──────── Data shown

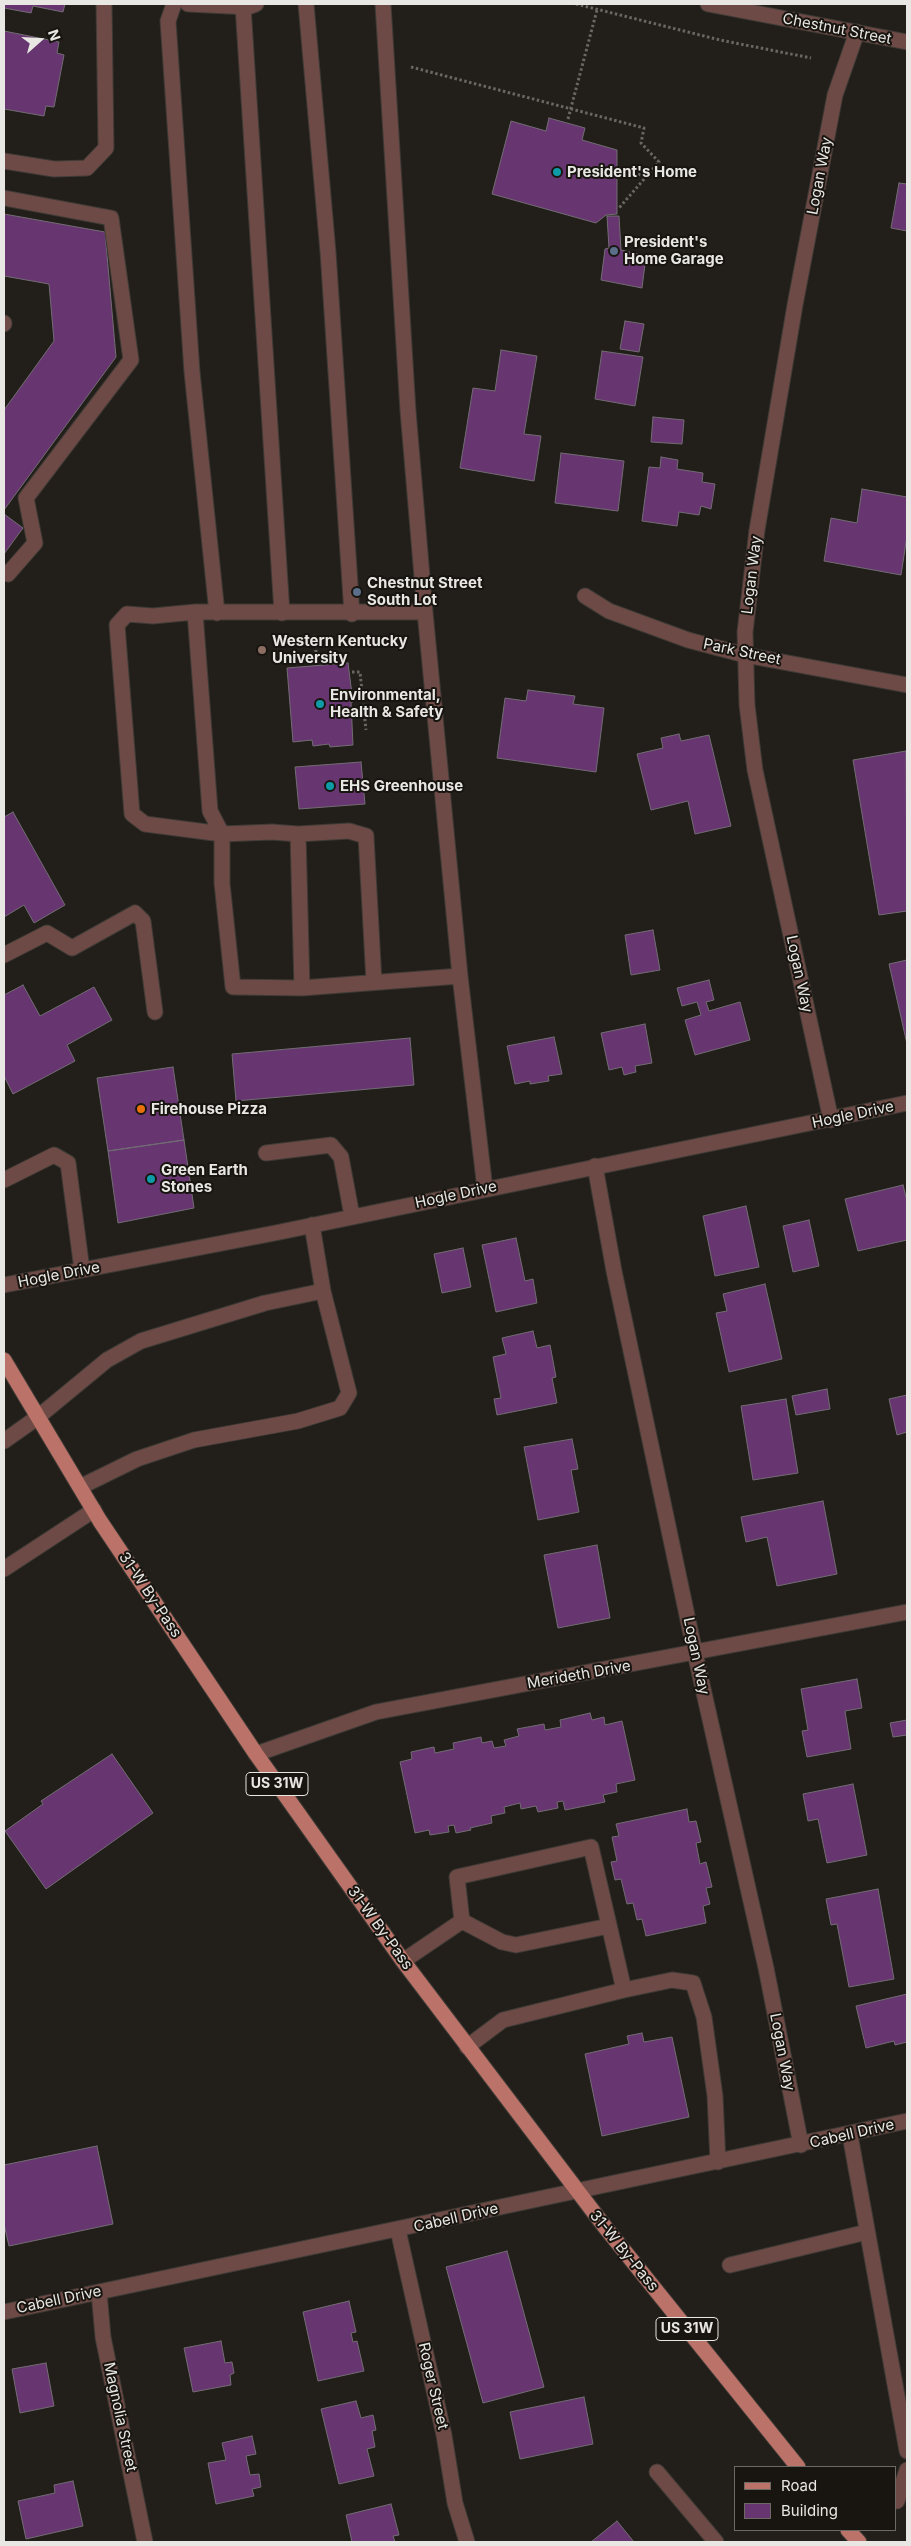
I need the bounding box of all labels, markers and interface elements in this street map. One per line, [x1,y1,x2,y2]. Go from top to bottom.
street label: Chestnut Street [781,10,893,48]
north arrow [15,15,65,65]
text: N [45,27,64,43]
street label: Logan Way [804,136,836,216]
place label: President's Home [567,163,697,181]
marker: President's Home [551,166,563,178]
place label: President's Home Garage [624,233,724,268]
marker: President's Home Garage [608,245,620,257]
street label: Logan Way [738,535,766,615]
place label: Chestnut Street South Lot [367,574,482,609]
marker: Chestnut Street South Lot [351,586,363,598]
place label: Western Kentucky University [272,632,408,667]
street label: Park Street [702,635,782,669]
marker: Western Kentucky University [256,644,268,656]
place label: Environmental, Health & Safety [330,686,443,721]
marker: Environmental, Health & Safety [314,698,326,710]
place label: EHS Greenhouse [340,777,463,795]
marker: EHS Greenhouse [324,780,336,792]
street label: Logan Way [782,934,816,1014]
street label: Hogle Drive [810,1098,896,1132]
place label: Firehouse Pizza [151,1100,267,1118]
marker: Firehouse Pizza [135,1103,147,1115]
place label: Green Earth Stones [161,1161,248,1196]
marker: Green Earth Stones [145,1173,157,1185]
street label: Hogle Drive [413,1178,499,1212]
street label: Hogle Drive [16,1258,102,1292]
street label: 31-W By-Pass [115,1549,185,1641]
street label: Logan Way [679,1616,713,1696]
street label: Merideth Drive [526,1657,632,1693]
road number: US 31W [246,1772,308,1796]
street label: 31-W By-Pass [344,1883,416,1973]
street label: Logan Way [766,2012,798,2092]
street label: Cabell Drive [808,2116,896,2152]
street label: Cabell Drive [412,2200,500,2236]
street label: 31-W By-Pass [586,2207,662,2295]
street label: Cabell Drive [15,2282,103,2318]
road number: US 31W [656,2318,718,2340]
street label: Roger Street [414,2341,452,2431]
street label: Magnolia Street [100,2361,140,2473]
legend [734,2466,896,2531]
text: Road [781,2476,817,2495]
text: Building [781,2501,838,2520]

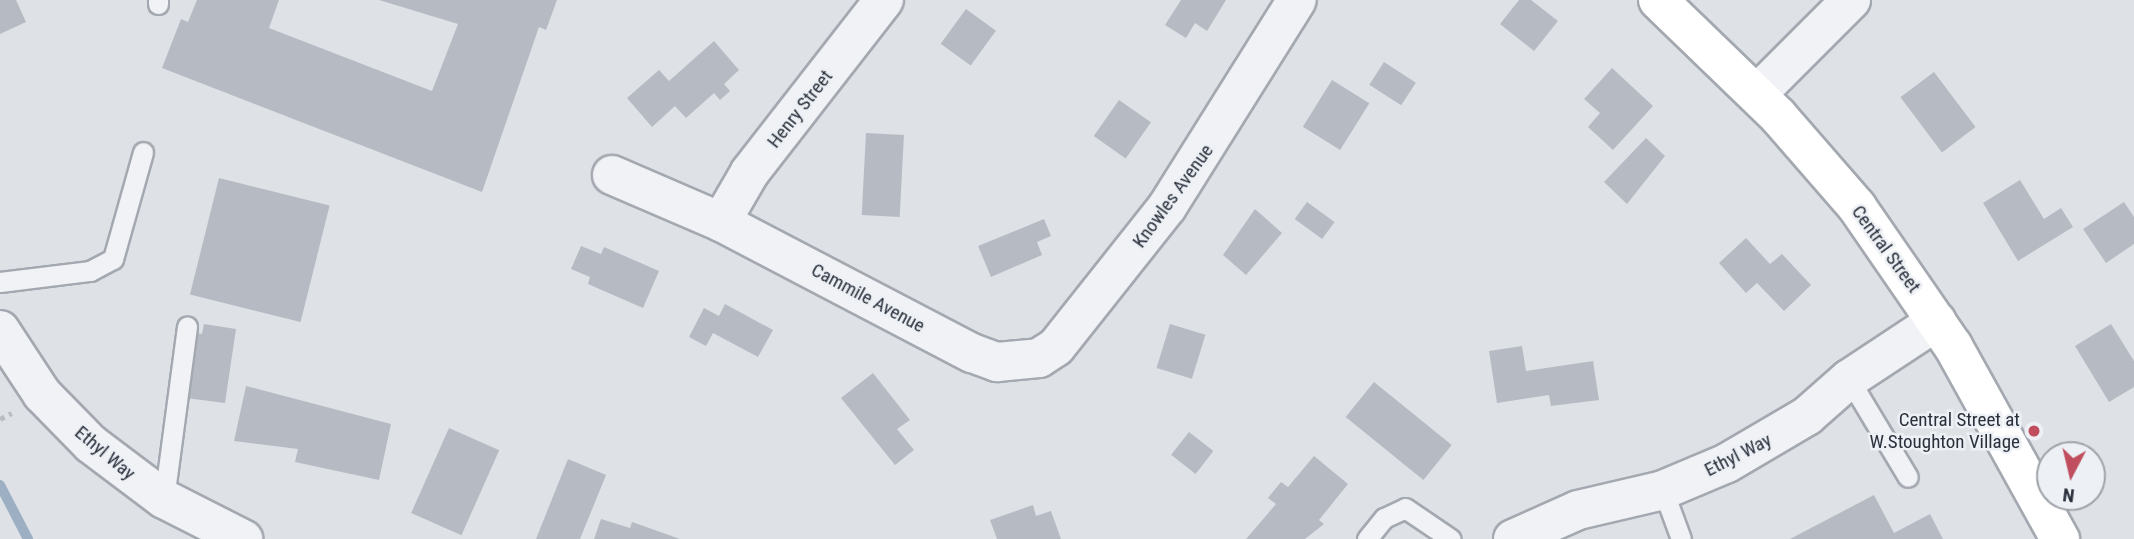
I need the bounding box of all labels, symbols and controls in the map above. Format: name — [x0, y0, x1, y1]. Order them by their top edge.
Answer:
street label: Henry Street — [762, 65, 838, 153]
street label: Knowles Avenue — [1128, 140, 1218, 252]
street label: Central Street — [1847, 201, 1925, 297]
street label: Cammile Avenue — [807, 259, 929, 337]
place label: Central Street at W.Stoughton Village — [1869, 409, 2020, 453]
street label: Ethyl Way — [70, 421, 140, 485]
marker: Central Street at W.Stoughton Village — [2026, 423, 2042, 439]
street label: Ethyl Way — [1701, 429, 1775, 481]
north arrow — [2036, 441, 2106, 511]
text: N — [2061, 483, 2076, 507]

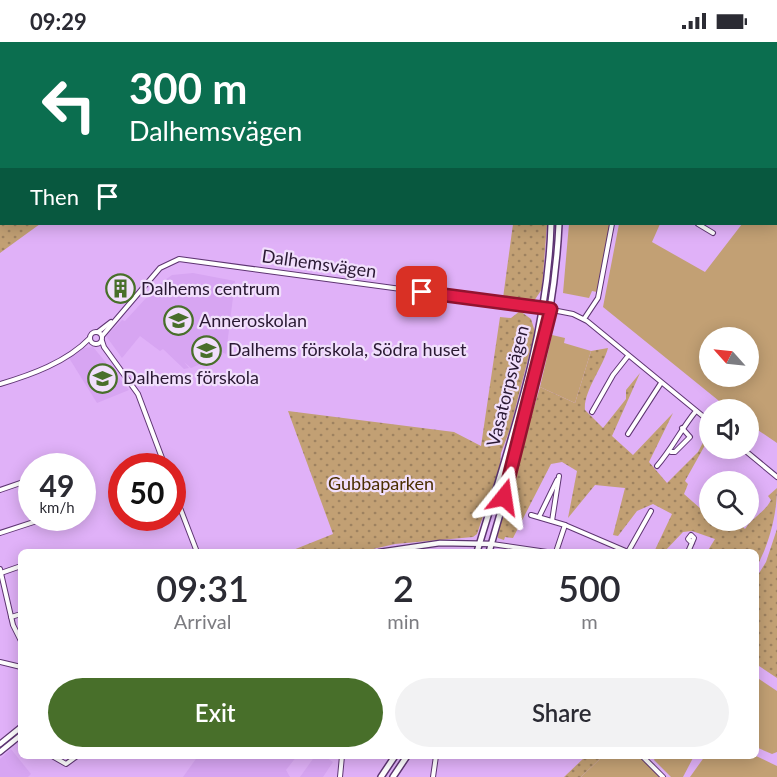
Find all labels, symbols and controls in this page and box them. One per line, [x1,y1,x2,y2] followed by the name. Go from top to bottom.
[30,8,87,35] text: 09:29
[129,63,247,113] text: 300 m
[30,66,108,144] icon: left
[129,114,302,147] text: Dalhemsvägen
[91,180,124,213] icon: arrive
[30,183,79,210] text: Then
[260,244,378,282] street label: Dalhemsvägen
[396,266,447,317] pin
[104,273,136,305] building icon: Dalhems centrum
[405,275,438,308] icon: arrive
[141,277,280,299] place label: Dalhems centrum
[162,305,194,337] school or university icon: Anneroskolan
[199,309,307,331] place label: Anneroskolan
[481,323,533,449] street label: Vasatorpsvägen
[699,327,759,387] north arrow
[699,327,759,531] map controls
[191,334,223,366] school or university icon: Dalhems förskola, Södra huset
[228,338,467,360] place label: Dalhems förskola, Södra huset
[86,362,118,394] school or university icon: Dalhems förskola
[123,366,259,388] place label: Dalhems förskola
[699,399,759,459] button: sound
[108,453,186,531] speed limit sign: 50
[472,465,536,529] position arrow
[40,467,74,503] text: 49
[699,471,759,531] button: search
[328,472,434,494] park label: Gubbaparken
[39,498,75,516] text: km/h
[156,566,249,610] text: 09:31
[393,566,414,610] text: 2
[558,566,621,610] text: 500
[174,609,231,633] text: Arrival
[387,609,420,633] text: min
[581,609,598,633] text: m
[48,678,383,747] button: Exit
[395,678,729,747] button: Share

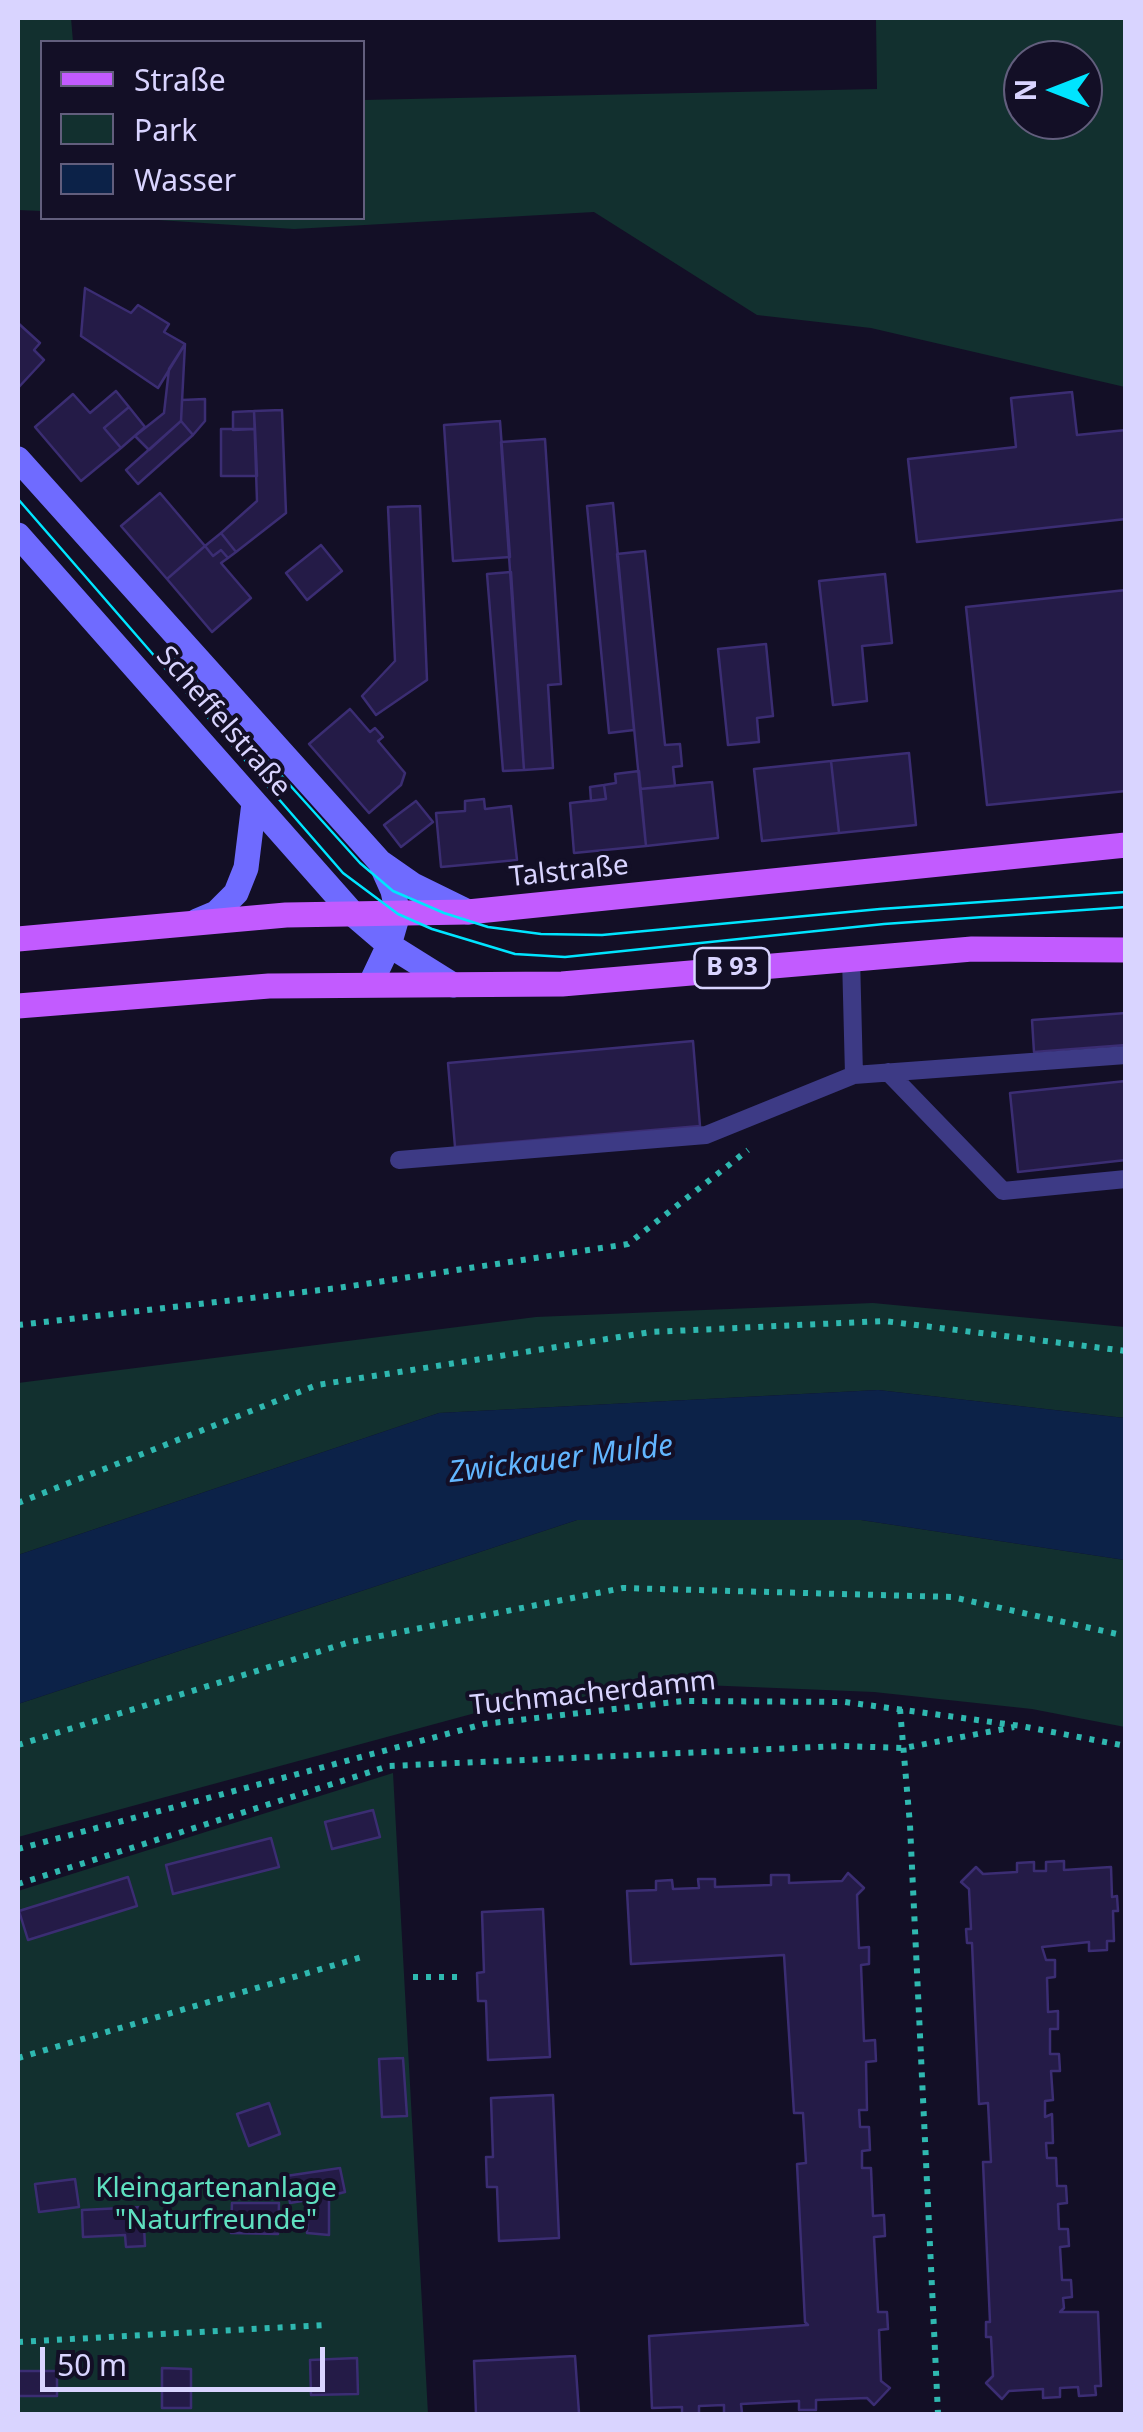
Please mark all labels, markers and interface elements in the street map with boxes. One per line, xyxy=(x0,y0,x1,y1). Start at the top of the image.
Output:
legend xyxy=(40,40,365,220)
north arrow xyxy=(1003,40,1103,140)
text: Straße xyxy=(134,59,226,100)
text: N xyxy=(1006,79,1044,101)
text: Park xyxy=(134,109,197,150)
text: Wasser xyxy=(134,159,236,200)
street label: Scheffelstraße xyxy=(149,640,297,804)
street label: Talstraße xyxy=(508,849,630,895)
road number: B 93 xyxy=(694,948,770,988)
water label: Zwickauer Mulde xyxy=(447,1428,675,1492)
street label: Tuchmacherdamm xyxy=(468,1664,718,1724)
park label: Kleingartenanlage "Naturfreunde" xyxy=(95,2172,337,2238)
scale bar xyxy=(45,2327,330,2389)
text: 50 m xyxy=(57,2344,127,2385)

────────────────

▶ **What is required**
Make an exact copy of each line, beginning at the one containing "Please mark all" and ending with the last line of the data, and of no other line.

▶ **Response to this exercise**
Please mark all labels, markers and interface elements in the street map with boxes. One per line, xyxy=(x0,y0,x1,y1). Start at the top of the image.
Output:
legend xyxy=(40,40,365,220)
north arrow xyxy=(1003,40,1103,140)
text: Straße xyxy=(134,59,226,100)
text: N xyxy=(1006,79,1044,101)
text: Park xyxy=(134,109,197,150)
text: Wasser xyxy=(134,159,236,200)
street label: Scheffelstraße xyxy=(149,640,297,804)
street label: Talstraße xyxy=(508,849,630,895)
road number: B 93 xyxy=(694,948,770,988)
water label: Zwickauer Mulde xyxy=(447,1428,675,1492)
street label: Tuchmacherdamm xyxy=(468,1664,718,1724)
park label: Kleingartenanlage "Naturfreunde" xyxy=(95,2172,337,2238)
scale bar xyxy=(45,2327,330,2389)
text: 50 m xyxy=(57,2344,127,2385)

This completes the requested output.